How do people influence
others and control events through language?
How does language
affect the ways that people understand their sense of self-identity
and represent that self to others?
How does language
act to construct identity for people as they participate in various
discourse communities?
How does narrative
play a role in identity (re)construction & sense-making?
Critical
Discourse Analysis is my primary research methodology, as it
allows me to consider how language serves as an instrument of power.
“My
approach to discourse analysis (a version of ‘critical discourse
analysis’) is based upon the assumption that language is an
irreducible part of social life, dialectically interconnected with
other elements of social life, so that social analysis and research
always has to take account of language. This means that one productive
way of doing social research is through a focus on language, using
some form of discourse analysis.” (Norman Fairclough, 2003,
2)
Narrative
Analysis also allows me to investigate identity construction
and coherence systems within discourse communities.
Narrative
is among the most important social resources for creating and maintaining
personal identity. Narrative is a significant resource for creating
our internal, private sense of self and is all the more a major resource
for conveying that self to and negotiating that self with others.
(Charlotte Linde, 1993, 98)
Rhetoric
& Composition allows me to investigate the ways in which
people use writing, especially real-life writing, to come to ways of
knowing. I am interested in composition and literacy as ideology in
action.
Education
may well be, as of right, the instrument whereby every individual,
in a society like our own can gain access to any kind of discourse.
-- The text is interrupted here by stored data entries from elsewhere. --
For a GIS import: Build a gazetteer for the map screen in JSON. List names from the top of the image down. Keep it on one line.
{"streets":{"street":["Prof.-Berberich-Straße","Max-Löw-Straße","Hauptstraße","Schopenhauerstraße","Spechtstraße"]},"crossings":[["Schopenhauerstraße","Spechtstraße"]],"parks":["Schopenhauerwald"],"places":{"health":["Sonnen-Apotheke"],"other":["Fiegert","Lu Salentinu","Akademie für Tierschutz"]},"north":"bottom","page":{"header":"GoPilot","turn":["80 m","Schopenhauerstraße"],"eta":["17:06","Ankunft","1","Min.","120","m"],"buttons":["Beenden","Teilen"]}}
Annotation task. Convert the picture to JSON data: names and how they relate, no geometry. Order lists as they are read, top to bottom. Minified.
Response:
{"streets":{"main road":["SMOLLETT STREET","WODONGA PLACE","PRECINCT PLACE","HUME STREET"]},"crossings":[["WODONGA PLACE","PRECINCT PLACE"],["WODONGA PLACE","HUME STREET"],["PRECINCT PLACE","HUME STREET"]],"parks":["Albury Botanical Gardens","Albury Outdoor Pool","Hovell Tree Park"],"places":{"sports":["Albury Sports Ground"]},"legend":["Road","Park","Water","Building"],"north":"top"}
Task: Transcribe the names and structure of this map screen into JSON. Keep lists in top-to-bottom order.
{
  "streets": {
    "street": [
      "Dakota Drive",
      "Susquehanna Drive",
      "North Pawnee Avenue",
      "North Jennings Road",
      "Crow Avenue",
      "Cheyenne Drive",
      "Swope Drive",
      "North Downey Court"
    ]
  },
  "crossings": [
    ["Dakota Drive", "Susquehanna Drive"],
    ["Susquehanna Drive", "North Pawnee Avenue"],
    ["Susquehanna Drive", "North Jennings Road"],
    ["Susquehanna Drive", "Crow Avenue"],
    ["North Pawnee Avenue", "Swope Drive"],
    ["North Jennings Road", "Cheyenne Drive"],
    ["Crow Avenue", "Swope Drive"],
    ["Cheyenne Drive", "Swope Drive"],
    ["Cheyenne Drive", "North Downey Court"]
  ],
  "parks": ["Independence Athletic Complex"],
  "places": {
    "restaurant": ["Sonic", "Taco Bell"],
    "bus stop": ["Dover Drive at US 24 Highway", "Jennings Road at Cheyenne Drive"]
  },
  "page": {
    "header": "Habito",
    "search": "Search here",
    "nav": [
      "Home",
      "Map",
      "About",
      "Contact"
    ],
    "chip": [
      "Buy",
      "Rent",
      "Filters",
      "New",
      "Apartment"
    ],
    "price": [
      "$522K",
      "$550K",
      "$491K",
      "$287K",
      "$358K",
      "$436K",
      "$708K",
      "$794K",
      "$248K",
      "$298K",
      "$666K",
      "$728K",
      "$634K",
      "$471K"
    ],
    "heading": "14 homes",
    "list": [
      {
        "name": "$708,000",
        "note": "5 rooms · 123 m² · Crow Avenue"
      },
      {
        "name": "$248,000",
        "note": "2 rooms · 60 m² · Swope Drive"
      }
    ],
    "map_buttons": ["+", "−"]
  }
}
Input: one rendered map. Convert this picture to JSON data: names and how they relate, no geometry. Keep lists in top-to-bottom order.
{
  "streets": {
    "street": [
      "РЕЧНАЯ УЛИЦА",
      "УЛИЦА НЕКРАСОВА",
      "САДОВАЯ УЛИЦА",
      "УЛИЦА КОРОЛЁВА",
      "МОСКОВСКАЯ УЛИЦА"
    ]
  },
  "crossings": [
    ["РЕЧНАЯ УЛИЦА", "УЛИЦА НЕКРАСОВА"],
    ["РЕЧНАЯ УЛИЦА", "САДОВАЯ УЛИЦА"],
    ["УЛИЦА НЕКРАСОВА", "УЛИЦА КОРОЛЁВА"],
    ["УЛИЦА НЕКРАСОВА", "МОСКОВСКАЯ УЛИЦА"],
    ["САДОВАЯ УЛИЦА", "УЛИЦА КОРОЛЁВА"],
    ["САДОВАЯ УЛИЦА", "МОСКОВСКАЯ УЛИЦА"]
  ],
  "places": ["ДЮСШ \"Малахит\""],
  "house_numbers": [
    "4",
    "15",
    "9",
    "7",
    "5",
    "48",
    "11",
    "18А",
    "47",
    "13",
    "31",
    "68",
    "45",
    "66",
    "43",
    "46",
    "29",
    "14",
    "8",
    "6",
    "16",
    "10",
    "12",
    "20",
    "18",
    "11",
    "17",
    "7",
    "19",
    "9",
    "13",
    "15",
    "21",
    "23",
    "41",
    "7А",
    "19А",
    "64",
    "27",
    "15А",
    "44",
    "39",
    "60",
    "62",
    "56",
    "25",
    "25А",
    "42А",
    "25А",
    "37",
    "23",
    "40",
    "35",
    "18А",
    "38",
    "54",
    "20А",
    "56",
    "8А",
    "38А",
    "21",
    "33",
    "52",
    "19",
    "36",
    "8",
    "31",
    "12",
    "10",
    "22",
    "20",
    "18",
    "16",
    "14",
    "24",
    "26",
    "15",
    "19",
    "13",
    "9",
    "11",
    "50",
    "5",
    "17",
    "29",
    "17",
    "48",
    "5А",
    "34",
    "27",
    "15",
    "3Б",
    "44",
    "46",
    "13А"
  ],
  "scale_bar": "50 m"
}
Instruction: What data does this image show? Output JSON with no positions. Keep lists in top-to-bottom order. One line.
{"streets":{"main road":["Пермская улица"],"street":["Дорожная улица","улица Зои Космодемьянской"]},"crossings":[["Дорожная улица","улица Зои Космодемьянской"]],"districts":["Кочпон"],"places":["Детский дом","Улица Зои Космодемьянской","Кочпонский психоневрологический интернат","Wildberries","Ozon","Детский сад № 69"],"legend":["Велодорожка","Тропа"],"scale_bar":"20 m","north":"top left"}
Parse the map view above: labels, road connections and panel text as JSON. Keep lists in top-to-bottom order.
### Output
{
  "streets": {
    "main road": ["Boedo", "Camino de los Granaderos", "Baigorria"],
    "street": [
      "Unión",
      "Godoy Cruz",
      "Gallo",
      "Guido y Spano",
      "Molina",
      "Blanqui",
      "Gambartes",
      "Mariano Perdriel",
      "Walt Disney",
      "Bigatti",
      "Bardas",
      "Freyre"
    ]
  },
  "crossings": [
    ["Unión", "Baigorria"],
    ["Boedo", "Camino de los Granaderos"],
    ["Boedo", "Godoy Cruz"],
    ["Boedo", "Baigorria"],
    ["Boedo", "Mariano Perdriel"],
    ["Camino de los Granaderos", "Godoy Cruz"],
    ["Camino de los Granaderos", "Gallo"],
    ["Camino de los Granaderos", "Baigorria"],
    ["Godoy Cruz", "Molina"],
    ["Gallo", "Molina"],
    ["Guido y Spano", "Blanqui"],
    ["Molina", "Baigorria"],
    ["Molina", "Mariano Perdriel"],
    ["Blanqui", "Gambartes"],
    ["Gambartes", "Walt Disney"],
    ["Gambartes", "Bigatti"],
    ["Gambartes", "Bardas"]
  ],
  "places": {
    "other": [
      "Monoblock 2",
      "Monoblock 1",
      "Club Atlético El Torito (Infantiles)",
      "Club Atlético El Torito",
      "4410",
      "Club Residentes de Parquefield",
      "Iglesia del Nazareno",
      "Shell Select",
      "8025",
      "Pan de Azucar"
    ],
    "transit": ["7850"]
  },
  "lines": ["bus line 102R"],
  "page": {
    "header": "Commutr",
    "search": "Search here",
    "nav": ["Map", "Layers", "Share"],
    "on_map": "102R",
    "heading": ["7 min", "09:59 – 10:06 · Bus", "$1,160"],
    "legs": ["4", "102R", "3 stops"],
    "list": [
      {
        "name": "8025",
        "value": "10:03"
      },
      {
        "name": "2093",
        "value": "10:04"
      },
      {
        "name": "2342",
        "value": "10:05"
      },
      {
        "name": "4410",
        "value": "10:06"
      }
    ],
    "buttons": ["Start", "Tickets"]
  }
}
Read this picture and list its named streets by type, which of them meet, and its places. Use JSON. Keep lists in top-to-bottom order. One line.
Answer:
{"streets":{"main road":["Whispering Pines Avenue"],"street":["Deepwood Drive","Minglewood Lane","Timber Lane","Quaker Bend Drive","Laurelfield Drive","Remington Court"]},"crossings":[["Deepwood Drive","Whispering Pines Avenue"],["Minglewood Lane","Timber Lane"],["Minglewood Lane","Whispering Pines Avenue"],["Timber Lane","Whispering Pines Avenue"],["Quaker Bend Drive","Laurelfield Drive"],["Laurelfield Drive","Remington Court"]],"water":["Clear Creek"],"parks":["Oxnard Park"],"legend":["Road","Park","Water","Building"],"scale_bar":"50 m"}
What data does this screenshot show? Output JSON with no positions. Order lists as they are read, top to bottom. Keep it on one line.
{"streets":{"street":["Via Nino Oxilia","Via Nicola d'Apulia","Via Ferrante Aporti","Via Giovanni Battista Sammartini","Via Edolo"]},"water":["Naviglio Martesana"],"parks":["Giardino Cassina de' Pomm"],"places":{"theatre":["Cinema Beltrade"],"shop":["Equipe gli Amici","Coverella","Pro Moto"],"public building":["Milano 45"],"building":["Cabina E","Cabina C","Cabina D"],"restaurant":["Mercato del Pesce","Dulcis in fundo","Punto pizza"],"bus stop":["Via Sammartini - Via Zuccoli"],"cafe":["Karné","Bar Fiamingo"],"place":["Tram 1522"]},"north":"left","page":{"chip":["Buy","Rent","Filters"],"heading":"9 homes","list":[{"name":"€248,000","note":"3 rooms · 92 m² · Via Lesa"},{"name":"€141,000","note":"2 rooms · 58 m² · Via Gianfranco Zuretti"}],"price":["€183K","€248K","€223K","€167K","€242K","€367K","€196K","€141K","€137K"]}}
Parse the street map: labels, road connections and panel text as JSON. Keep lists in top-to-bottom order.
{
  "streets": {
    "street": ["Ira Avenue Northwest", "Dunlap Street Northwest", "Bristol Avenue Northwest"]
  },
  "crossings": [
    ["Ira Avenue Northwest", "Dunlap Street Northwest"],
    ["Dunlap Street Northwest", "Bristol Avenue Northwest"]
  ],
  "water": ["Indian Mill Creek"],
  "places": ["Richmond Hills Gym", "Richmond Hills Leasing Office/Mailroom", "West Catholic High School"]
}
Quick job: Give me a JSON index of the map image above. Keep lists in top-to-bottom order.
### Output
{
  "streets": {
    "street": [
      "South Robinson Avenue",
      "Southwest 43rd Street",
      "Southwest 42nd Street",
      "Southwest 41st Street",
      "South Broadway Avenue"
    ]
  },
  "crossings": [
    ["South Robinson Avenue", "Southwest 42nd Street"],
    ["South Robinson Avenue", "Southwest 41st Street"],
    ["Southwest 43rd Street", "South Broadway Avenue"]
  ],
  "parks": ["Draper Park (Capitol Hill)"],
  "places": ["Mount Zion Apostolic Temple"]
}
But we well know that in its distribution, in what it permits and
in what it prevents, it follows the well-trodden battle-lines of social
conflict. Every educational system is a political means of maintating
or of modifying the appropriation of discourse, with the knowledge
and the powers it carries with it. (Foucault, 1980)
Discoursea
of Recovery, Self-Improvement and Wellness drive much of my
current research. In order to understand governementality and mental
health in the United States, I look to everyday texts that participate
in the circulation of ideologies that encourage self-improvement activiites
as part of the project of the self--a never ending quest towards a sense
of wellness.
The questions I am
pondering...
What types of
identities are individuals constructing for themselves through narrating
their stories of recovery?
How is the language
of recovery circulating in American society and what are the implications
of such circulation?
How are such discourses
(re)producing ideologies about mental health and recovery?
How has the Internet
had an impact on the discourses of wellness and recovery?
What conclusions
can be drawn about wellness and recovery based on discourse analyses
of websites circulating in various self-help communities?